I find it funny that just like PCI SSC, EMVCo didn't bother to approach the inventors of tokenization during the development of their definition. Hindsight being 20/20, I really wish Shift4 had trademarked the term tokenization prior to releasing the concept to the public domain. At least then we could have better controlled the definition and limited the misuse of the term. Instead we now have everybody and their brother coming forth with their custom definition, complicating and confusing a concept that was designed to be simple, easy to explain and secure. Anyway, I'm currently reading and analyzing the EMVCo document. Stay tuned for a detailed report…

Friday, January 10, 2014

The Economics Of EMV

A fellow blogger PCI Guru created an informative post on his blog explaining some of the reasons why EMV adoption is so slow in the US:
If you have any comments on the post, feel free to post them on his site -- I won't be offended.

Friday, December 27, 2013

Earth to Media, Earth to Media, Come in Media…

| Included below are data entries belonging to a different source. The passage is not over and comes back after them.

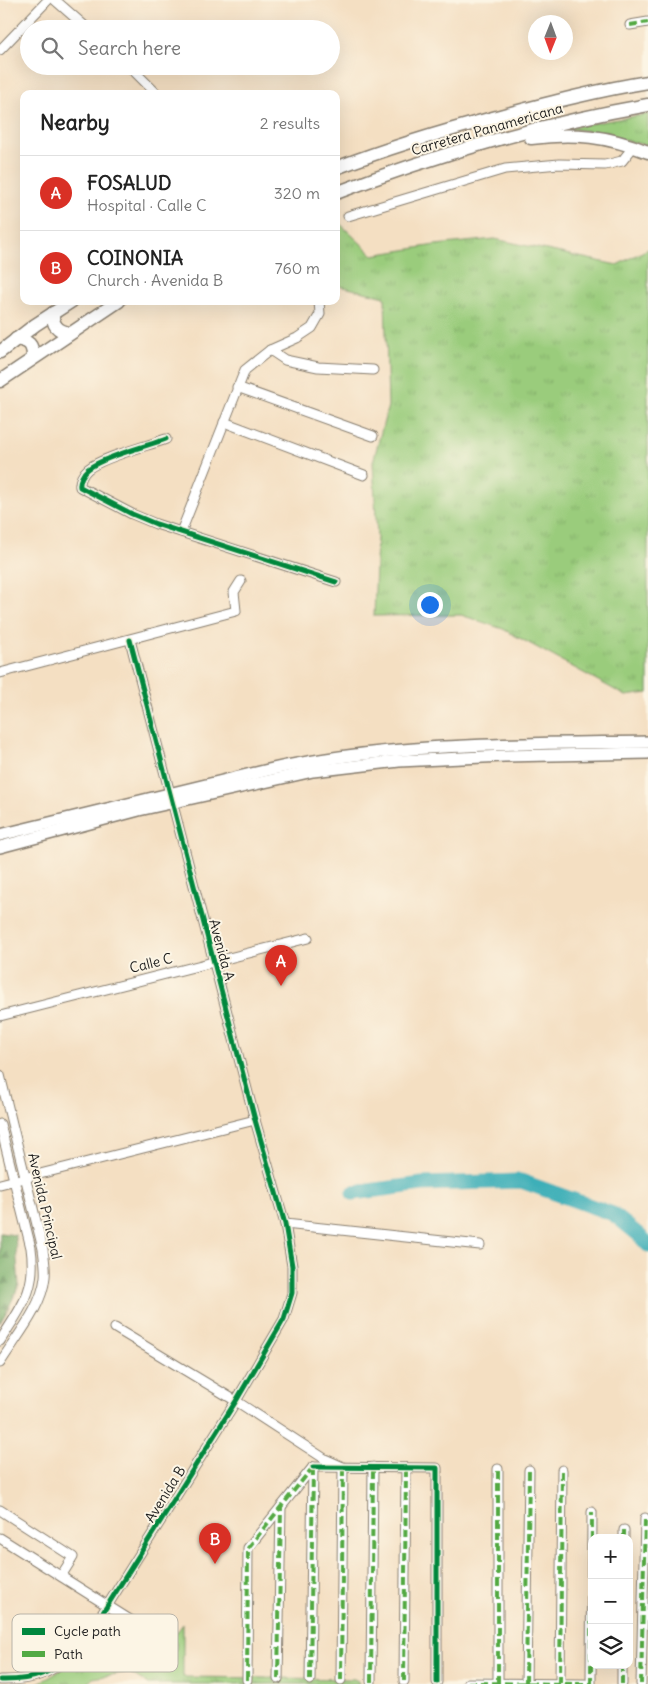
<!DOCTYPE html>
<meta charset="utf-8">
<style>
:root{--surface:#fff;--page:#f2f2f2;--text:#222;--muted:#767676;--line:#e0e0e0;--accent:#d93025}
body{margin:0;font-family:Delius,sans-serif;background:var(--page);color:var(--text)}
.controls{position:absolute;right:15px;bottom:15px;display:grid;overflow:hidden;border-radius:10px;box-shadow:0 5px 20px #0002}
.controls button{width:45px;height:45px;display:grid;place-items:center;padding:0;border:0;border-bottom:1px solid var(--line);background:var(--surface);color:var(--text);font:25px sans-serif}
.compass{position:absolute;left:528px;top:15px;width:45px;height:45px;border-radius:50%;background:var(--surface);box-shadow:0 5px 20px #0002;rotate:181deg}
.you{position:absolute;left:429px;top:604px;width:18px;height:18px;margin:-12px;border:4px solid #fff;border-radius:50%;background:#1a73e8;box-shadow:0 0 0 8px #1a73e833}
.badge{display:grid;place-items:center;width:32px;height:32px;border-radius:50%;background:var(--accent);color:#fff;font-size:16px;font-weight:700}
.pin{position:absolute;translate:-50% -41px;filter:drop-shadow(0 1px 2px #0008)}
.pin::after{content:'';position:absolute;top:26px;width:18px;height:15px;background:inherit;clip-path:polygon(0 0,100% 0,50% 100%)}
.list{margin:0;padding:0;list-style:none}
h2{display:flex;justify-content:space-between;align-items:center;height:65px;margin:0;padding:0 20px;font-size:21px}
h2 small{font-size:16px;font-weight:400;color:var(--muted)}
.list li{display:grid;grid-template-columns:32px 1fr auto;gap:15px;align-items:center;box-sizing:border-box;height:75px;padding:0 20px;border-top:1px solid var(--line)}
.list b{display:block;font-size:19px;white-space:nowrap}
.list p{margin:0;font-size:16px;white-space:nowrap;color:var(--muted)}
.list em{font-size:16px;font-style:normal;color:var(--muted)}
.icon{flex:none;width:28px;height:28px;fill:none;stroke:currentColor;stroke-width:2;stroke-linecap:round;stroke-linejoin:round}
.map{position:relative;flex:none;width:648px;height:1684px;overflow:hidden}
.search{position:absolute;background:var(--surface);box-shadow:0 5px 20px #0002;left:20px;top:20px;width:320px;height:55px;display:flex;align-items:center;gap:12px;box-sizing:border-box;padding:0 18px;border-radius:28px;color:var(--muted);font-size:19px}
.panel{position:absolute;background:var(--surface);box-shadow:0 5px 20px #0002;left:20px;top:90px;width:320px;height:215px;border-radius:10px}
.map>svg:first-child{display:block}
</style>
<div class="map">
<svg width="648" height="1684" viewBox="0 0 648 1684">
<defs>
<pattern id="grass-tufts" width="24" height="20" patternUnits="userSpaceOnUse" patternTransform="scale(1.25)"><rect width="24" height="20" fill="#9acc7c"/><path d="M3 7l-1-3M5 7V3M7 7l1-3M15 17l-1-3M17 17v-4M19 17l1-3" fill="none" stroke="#84af6b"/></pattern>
<pattern id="forest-firs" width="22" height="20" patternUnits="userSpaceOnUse" patternTransform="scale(1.25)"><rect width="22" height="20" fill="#7bb06c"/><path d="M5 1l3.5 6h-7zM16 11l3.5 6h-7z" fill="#648e58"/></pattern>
</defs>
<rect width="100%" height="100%" fill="#fcf5e5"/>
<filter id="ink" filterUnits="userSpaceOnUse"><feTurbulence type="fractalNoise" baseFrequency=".02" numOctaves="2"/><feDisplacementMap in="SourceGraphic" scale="10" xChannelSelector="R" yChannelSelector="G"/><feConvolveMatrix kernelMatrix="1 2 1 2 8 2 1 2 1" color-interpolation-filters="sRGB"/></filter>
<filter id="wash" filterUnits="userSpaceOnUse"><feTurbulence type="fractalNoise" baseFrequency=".0096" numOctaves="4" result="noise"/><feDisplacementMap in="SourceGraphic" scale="20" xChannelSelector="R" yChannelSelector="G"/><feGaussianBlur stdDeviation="1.12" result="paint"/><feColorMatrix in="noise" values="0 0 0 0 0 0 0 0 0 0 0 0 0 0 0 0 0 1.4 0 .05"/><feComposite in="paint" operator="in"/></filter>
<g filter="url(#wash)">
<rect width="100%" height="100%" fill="#f4dfc2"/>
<g fill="url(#grass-tufts)" stroke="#5b744c">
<polygon points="648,114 648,146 588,131 564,128"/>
<polygon points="336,220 373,255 435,245 495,239 617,265 648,249 648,693 626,696 503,629 461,615 374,616 377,537 373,462 388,406 385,297 336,285"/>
<path d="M183 1624V1677L354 1679 358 1681 359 1684H148L129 1672 93 1678 87 1684H36C63 1672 75 1659 94 1639L111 1648 119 1641 152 1658 163 1646 167 1649 176 1650V1643L170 1641Z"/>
</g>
<polygon fill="url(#forest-firs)" stroke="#4c6644" points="0,1233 15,1235 19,1285 8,1309 0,1323"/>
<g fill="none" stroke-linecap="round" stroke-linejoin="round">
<polyline stroke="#3eafb8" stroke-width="15" points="353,1193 422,1184 521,1181 613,1214 639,1235 648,1245"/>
</g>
</g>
<g filter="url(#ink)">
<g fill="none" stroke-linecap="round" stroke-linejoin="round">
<defs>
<g id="minor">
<polyline points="55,0 88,29"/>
<polyline points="630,25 648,22"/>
<polyline points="0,50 48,0"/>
<polyline points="129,66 157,94"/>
<polyline points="348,216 505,169 559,164 605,165 622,161 634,146"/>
<polyline points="270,350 285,360 318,367 373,370"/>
<polyline points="237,387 373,436"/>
<polyline points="224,422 364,475"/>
<path d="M166 439C147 446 103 457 88 469 83 473 79 481 80 487L132 514 156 524 336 582"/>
<polyline points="181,532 245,370 270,350 297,338 312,328 320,314 319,301"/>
<polyline points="0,673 236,611 234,592 241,581"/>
<polyline points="0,1016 308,938"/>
<path d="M0 1075 43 1249C44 1258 46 1268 45 1277 42 1308 16 1337 0 1363"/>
<path d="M0 1124 31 1248C37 1291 21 1307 0 1341"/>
<polyline points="0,1184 255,1120"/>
<polyline points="285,1224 480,1245"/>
<polyline points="115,1328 236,1401 325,1459 343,1467 341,1680"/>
<polyline points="313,1467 437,1468 437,1682"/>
<polyline points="0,1510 73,1557 61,1576"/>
<polyline points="0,1538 162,1640"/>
<polyline points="624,1538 624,1530"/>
<polyline points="278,1679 281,1507"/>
<path d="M0 1680C37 1681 52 1672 80 1649L236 1401 284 1319 292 1293V1266L285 1224 255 1120 130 640"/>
<polyline points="247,1680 248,1548 313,1467"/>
<polyline points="310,1680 313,1467"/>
<polyline points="404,1681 406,1468"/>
<polyline points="371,1682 373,1467"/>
<polyline points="468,1683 585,1684"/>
<polyline points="498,1683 498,1469"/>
<polyline points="526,1683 529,1470"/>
<polyline points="560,1683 562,1470"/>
<polyline points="591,1684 592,1512"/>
<polyline points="622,1684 622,1665"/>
<polyline points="641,1684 645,1518"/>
</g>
<g id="major">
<path d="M0 835 268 770C392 742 521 744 648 742"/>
<polyline points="0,847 139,810 313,771 399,761 504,756 648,753"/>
</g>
<g id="highway">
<path d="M531 138C574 132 608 136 648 152"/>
<path d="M336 168C390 147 444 131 500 116 549 103 598 90 648 82"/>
<path d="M336 193C434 155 545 123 648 105"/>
<path d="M53 313C52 325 58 331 69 333"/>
<path d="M16 339C29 341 33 344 33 358"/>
<polyline points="0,352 35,325 72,301"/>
<polyline points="0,381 119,301"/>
</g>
</defs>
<use href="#minor" stroke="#887e6f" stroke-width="11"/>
<use href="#major" stroke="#887e6f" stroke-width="14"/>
<use href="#highway" stroke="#887e6f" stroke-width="15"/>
<use href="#minor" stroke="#fff" stroke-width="9"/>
<use href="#major" stroke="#fff" stroke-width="11"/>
<use href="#highway" stroke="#fff" stroke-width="12"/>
<g stroke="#52a943" stroke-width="4" stroke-dasharray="8 4" stroke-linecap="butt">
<polyline points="630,25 648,22"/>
<polyline points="624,1538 624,1530"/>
<polyline points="278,1679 281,1506"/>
<polyline points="247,1680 248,1548 313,1467"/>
<polyline points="310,1680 313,1467"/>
<polyline points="341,1680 343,1467"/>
<polyline points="404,1681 406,1468"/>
<polyline points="371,1682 373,1467"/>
<polyline points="468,1683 585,1684"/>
<polyline points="498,1683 498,1469"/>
<polyline points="526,1683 529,1470"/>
<polyline points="560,1683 562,1470"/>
<polyline points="591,1684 592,1512"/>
<polyline points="622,1684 622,1665"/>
<polyline points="641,1684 645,1518"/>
</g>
<defs>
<g id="cycleway">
<path d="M166 439C147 446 103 457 88 469 83 473 79 481 80 487L132 514 156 524 336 582"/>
<polyline points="313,1467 437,1468 437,1682"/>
<path d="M0 1680C37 1681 52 1672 80 1649L236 1401 284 1319 292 1293V1266L285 1224 255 1120 130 640"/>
</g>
</defs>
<use href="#cycleway" stroke="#fcf5e5" stroke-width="8"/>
<use href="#cycleway" stroke="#00873e" stroke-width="5"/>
</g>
</g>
<g text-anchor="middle" stroke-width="4" stroke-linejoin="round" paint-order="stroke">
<g font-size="14" fill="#1c1c1c" stroke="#fcf5e5">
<text transform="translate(487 129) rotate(-16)" y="5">Carretera Panamericana</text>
<text transform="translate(222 950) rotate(75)" y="5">Avenida A</text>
<text transform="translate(151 963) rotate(-14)" y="5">Calle C</text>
<text transform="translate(45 1206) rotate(77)" y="5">Avenida Principal</text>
<text transform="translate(165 1494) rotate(-58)" y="5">Avenida B</text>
</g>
</g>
<rect x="12" y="1614" width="166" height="58" rx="8" fill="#fcf5e5" stroke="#b9b4a9" stroke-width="1"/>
<rect x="22" y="1628" width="23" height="7" fill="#00873e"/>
<rect x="22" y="1651" width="23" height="6" fill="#52a943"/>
<g font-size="14" fill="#1c1c1c">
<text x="54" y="1636">Cycle path</text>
<text x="54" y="1659">Path</text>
</g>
</svg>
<div class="controls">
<button>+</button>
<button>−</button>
<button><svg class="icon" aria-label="layers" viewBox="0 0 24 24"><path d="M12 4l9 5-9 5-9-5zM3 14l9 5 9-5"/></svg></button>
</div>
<svg class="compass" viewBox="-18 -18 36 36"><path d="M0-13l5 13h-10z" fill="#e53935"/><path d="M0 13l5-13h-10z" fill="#767676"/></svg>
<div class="you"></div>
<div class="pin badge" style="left:281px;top:986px">A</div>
<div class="pin badge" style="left:215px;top:1564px">B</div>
<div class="search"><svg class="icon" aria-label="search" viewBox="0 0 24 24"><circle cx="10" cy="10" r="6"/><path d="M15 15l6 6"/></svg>Search here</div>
<section class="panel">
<h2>Nearby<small>2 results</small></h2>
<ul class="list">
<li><span class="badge">A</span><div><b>FOSALUD</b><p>Hospital · Calle C</p></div><em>320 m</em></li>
<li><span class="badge">B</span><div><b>COINONIA</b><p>Church · Avenida B</p></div><em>760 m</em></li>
</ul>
</section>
</div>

Target breached, and EMV would have done nothing to prevent it. Period! I realize there are a lot of EMV fans out there stating differently, but please reference people that really know EMV -- its advantages and its limitations -- before releasing propaganda pieces painting EMV as the silver bullet it is not and calling it news.

What EMV cannot do: EMV does not protect the PAN, expiration dates, CVV2 or even PINs in anyway. While information as to whether or not PINs were stolen in the Target breach is sketchy, all the other information was stolen and EMV does not protect any of this.

What EMV can do: EMV is very good at preventing the stolen information from being used to create forged cards to be used for card-present (swiped) purchases, but if history repeats itself, the stolen information will primarily be used for card-not-present (ecommerce) purchases. Until EMV and/or the card brands address card-not-present purchases, EMV is nothing more than a one legged stool.

Wednesday, December 18, 2013

EMV Rumblings

For anyone researching EMV, I wanted to share some links to some EMV discussions I think are useful. These discussions go beyond the standard EMV talking points that the card brands and various EMV card and hardware vendors are promoting.

  1. Shift4 Blog: Executive Insight: EMV is Coming – Gradually
  2. PCI Guru Blog: Why the continued push for EMV?